So when you look at what’s going on in the brains of people when they’re problem-solving, for example. For some people, their brain is paying attention only to the things they do right. They feel good when they get things done. So when they’re getting information, did they get this problem right? That’s what they’re most interested in. That’s what the blood flow and the electricity in the brain is happening, and their brain is not active at a different time, which is when the people who improve they pay attention to whether they got this problem right or wrong, but they pay even more attention when they make mistakes and what they’re getting information about what they did wrong and they think about what they did wrong. And because of that, then you can see that in the subsequent problems, they’re more successful. 

So everybody, if you look at everybody from the outside, they’re just solving problems, but what’s happening in their brain is different. And so, as we go about our days, we can spend the vast majority of your time to answer your question, I think for most of us, 80% of our time, 90% of our time, we can be getting things done. But when we’re surprised by something, we can pay attention to it. When we make a mistake, we can pay attention to it; we can solicit feedback to get feedback on our work and our behavior. We can always be trying something different, not just doing the same thing in the same way. And that’s what I call learning while doing. And for most of us in most of our contexts, that’s the case. If you look at some crafts, like if you’re a professional athlete or a Cirque de Soleil performer, then you can separate those two zones a lot more. You have a very clear, pure performance zone and a very clear, pure learning zone. 

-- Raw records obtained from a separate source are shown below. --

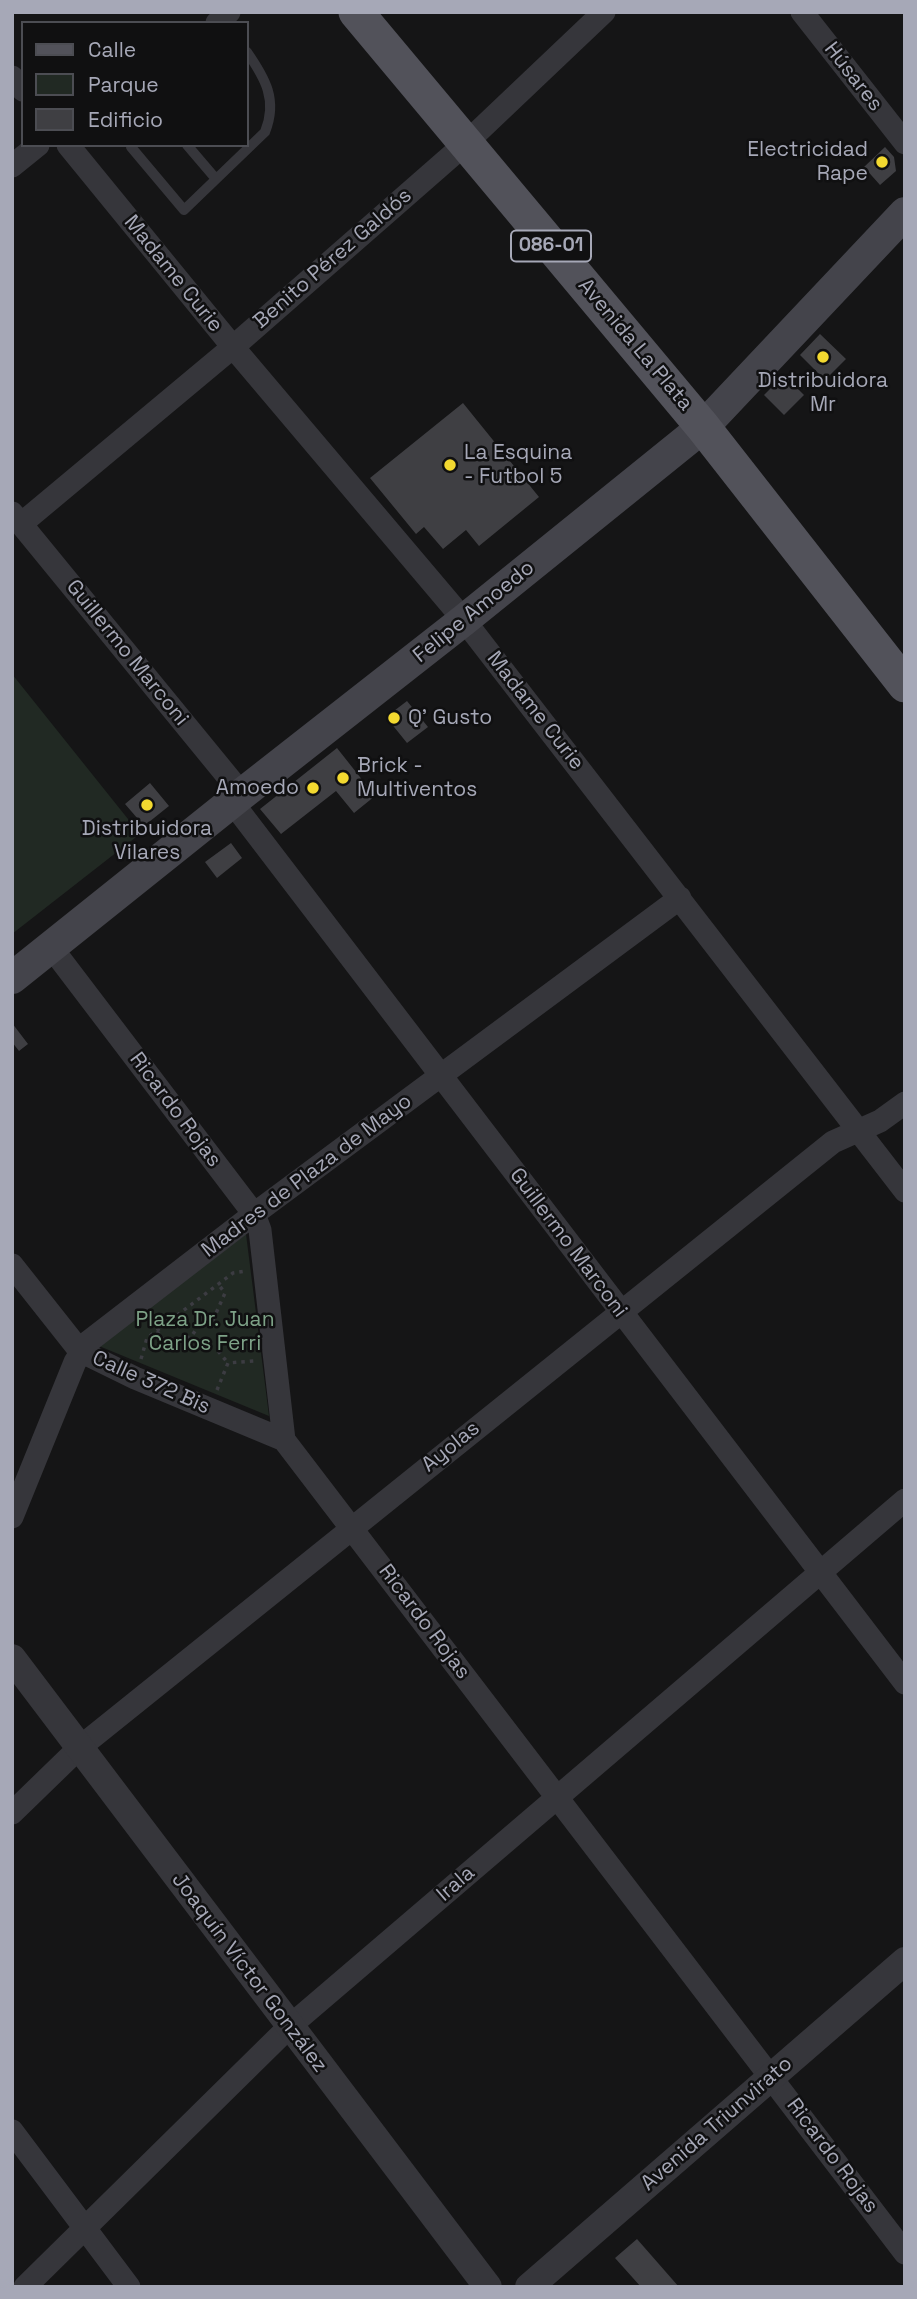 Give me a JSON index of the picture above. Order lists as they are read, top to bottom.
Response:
{
  "streets": {
    "main road": ["086-01", "Avenida La Plata", "Felipe Amoedo"],
    "street": [
      "Húsares",
      "Benito Pérez Galdós",
      "Madame Curie",
      "Guillermo Marconi",
      "Ricardo Rojas",
      "Madres de Plaza de Mayo",
      "Calle 372 Bis",
      "Ayolas",
      "Irala",
      "Joaquín Víctor González",
      "Avenida Triunvirato"
    ]
  },
  "crossings": [
    ["Benito Pérez Galdós", "Madame Curie"],
    ["Benito Pérez Galdós", "Avenida La Plata"],
    ["Benito Pérez Galdós", "Guillermo Marconi"],
    ["Madame Curie", "Felipe Amoedo"],
    ["Madame Curie", "Madres de Plaza de Mayo"],
    ["Madame Curie", "Ayolas"],
    ["Avenida La Plata", "Felipe Amoedo"],
    ["Felipe Amoedo", "Guillermo Marconi"],
    ["Felipe Amoedo", "Ricardo Rojas"],
    ["Guillermo Marconi", "Madres de Plaza de Mayo"],
    ["Guillermo Marconi", "Ayolas"],
    ["Guillermo Marconi", "Irala"],
    ["Ricardo Rojas", "Madres de Plaza de Mayo"],
    ["Ricardo Rojas", "Calle 372 Bis"],
    ["Ricardo Rojas", "Ayolas"],
    ["Ricardo Rojas", "Irala"],
    ["Ricardo Rojas", "Avenida Triunvirato"],
    ["Madres de Plaza de Mayo", "Calle 372 Bis"],
    ["Ayolas", "Joaquín Víctor González"],
    ["Irala", "Joaquín Víctor González"]
  ],
  "parks": ["Plaza Dr. Juan Carlos Ferri"],
  "places": [
    "Electricidad Rape",
    "Distribuidora Mr",
    "La Esquina - Futbol 5",
    "Q' Gusto",
    "Brick - Multiventos",
    "Amoedo",
    "Distribuidora Vilares"
  ],
  "legend": ["Calle", "Parque", "Edificio"]
} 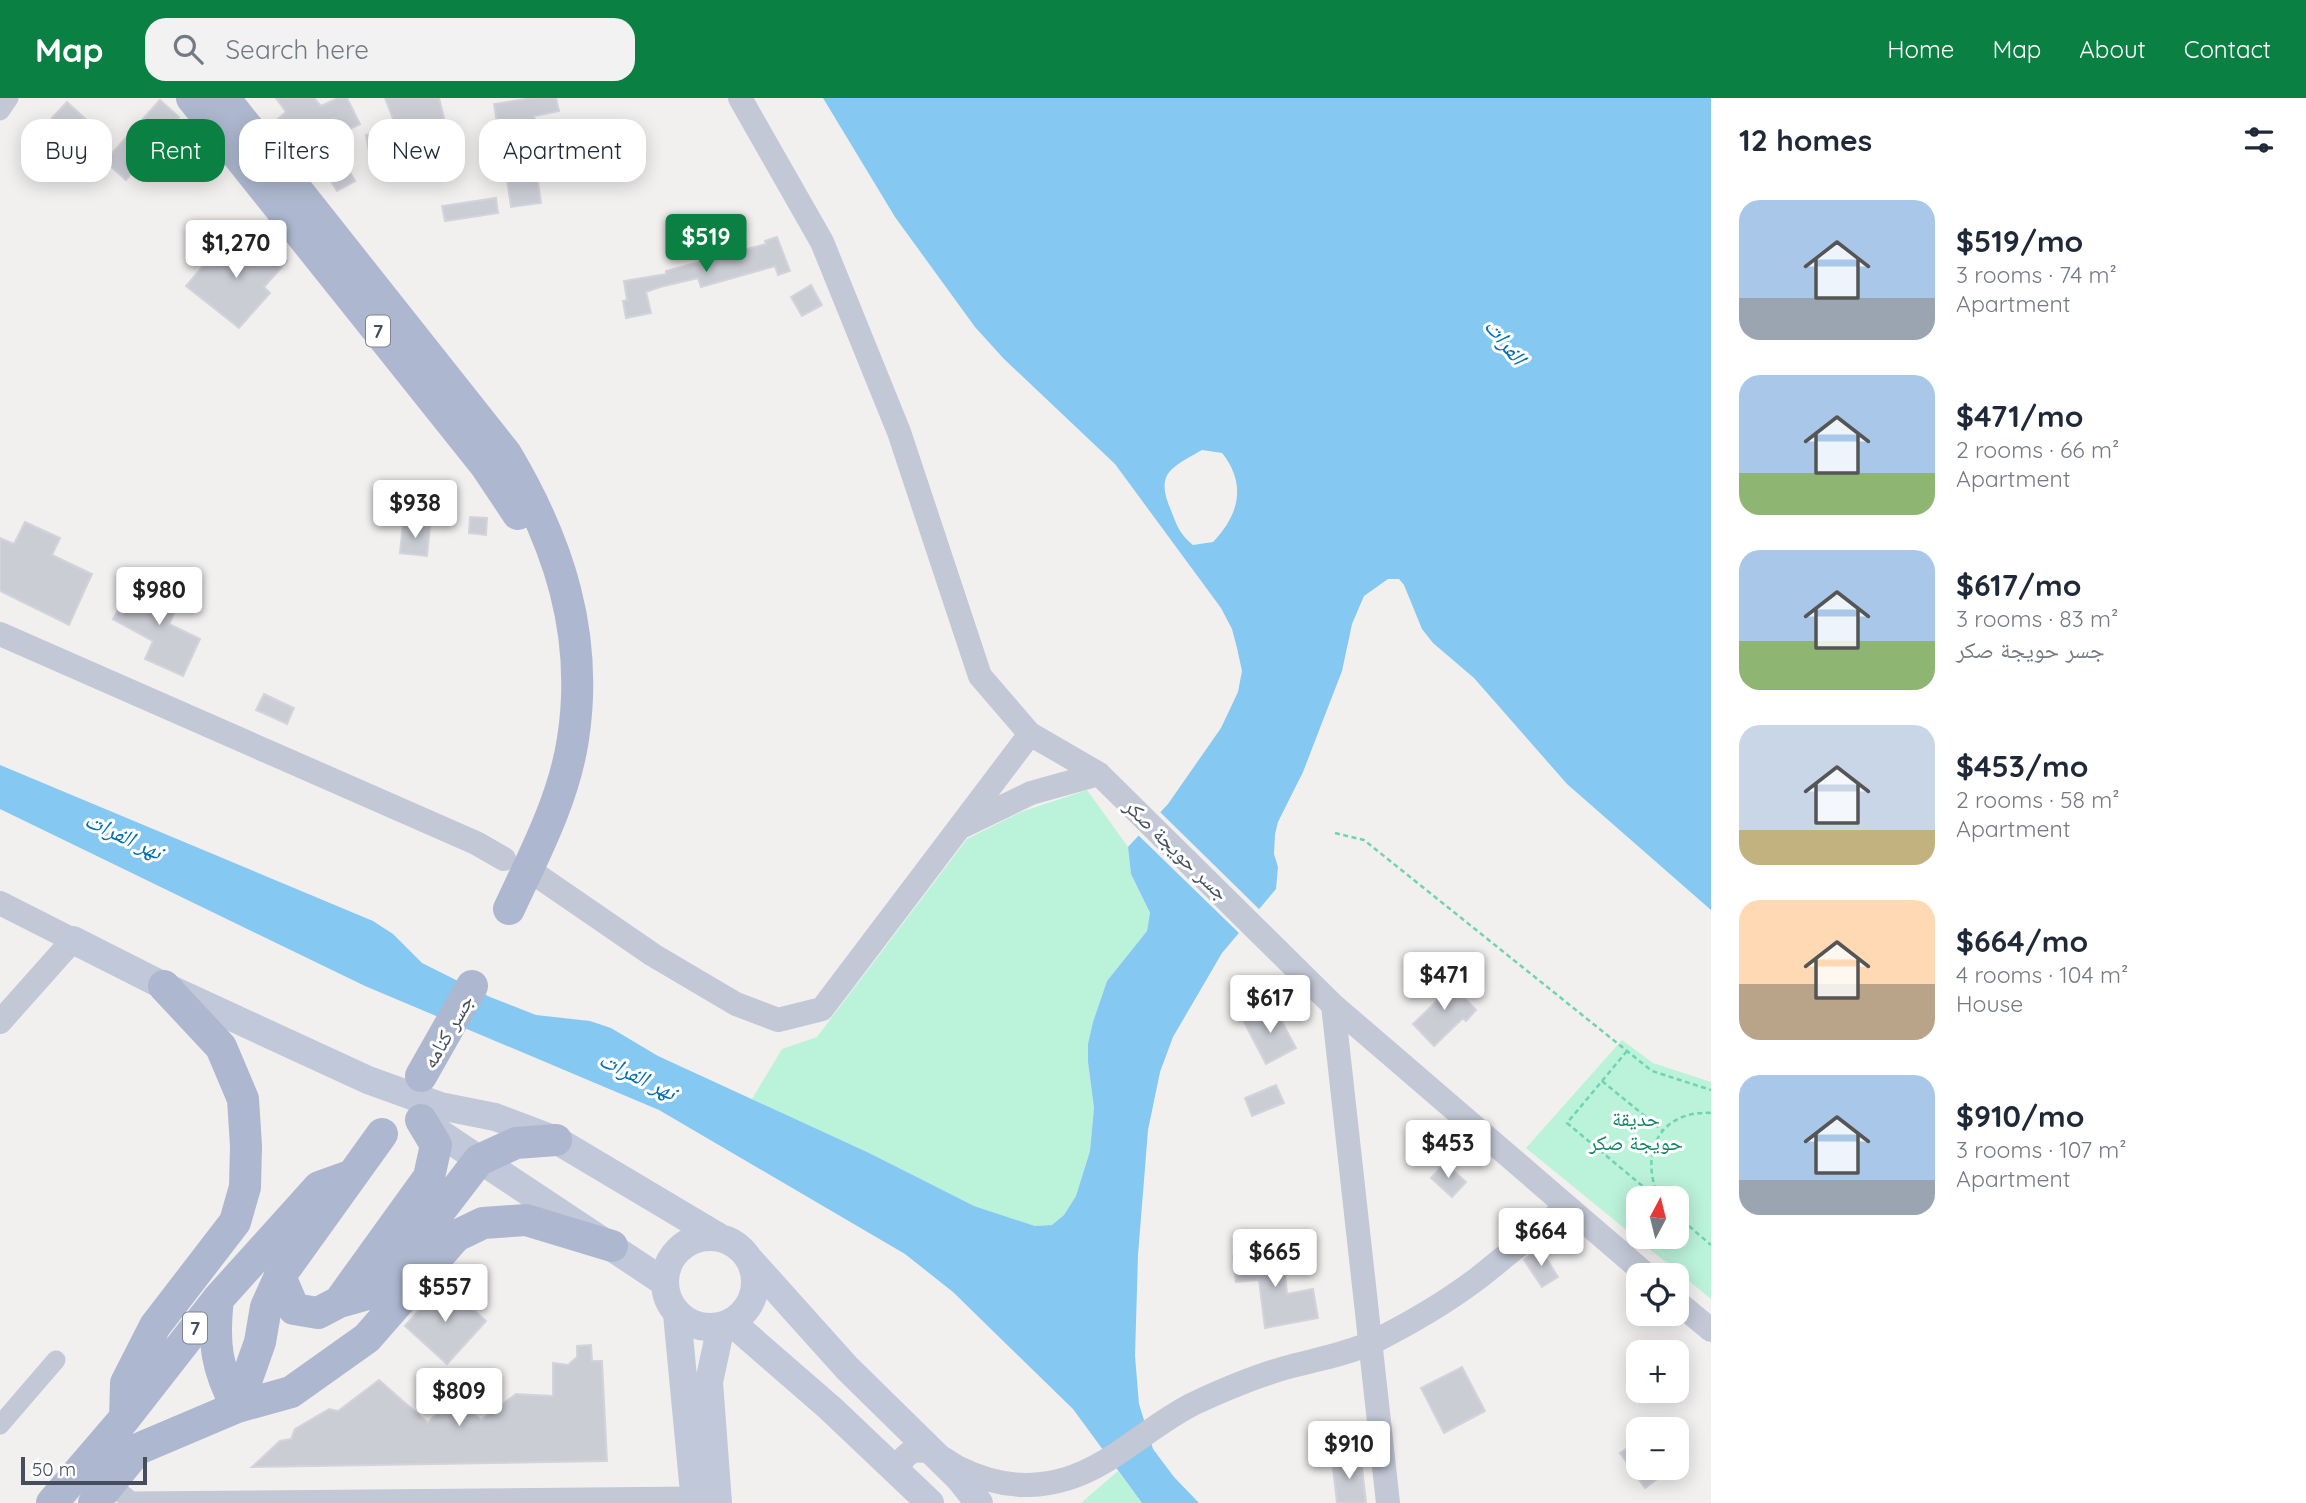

And you would think in those crafts that the people who engage in deliberate practice or the learning zone eight or 12 hours a day are the best. But actually, the research shows that in those fields, the best in the world engage in deliberate practice only between two and five hours a day. So, it’s not like you want to maximize the amount of time in the learning zone. You actually need rest. You need to explore new things. You need to play; you need to connect with other people. And that not only fosters joy in our lives but also fosters both learning and performing.

Greg McKeown:

When you were at Stanford, you met the psychology professor Carol Dweck. Can you tell me about how that impacted you? It seems to have had a disproportionate impact on the trajectory and direction of your life and career.

Eduardo Briceño:

Absolutely. It was completely life-changing for me first because I read her book and learned about her work. This was a year after she first published her book Mindset. And in reading her book, I learned about growth mindset and fixed mindset. A growth mindset is a belief that people can change and that our abilities and qualities are things we can develop over time. And a fixed mindset is the belief that people are either natural or something or you’re inept, and you can’t change that. And I realized that I was in a fixed mindset in many ways, in many parts of my life, and that I realized how that was preventing me from growing more, from experiencing less anxiety, from connecting more with people, reacting less defensively to feedback. 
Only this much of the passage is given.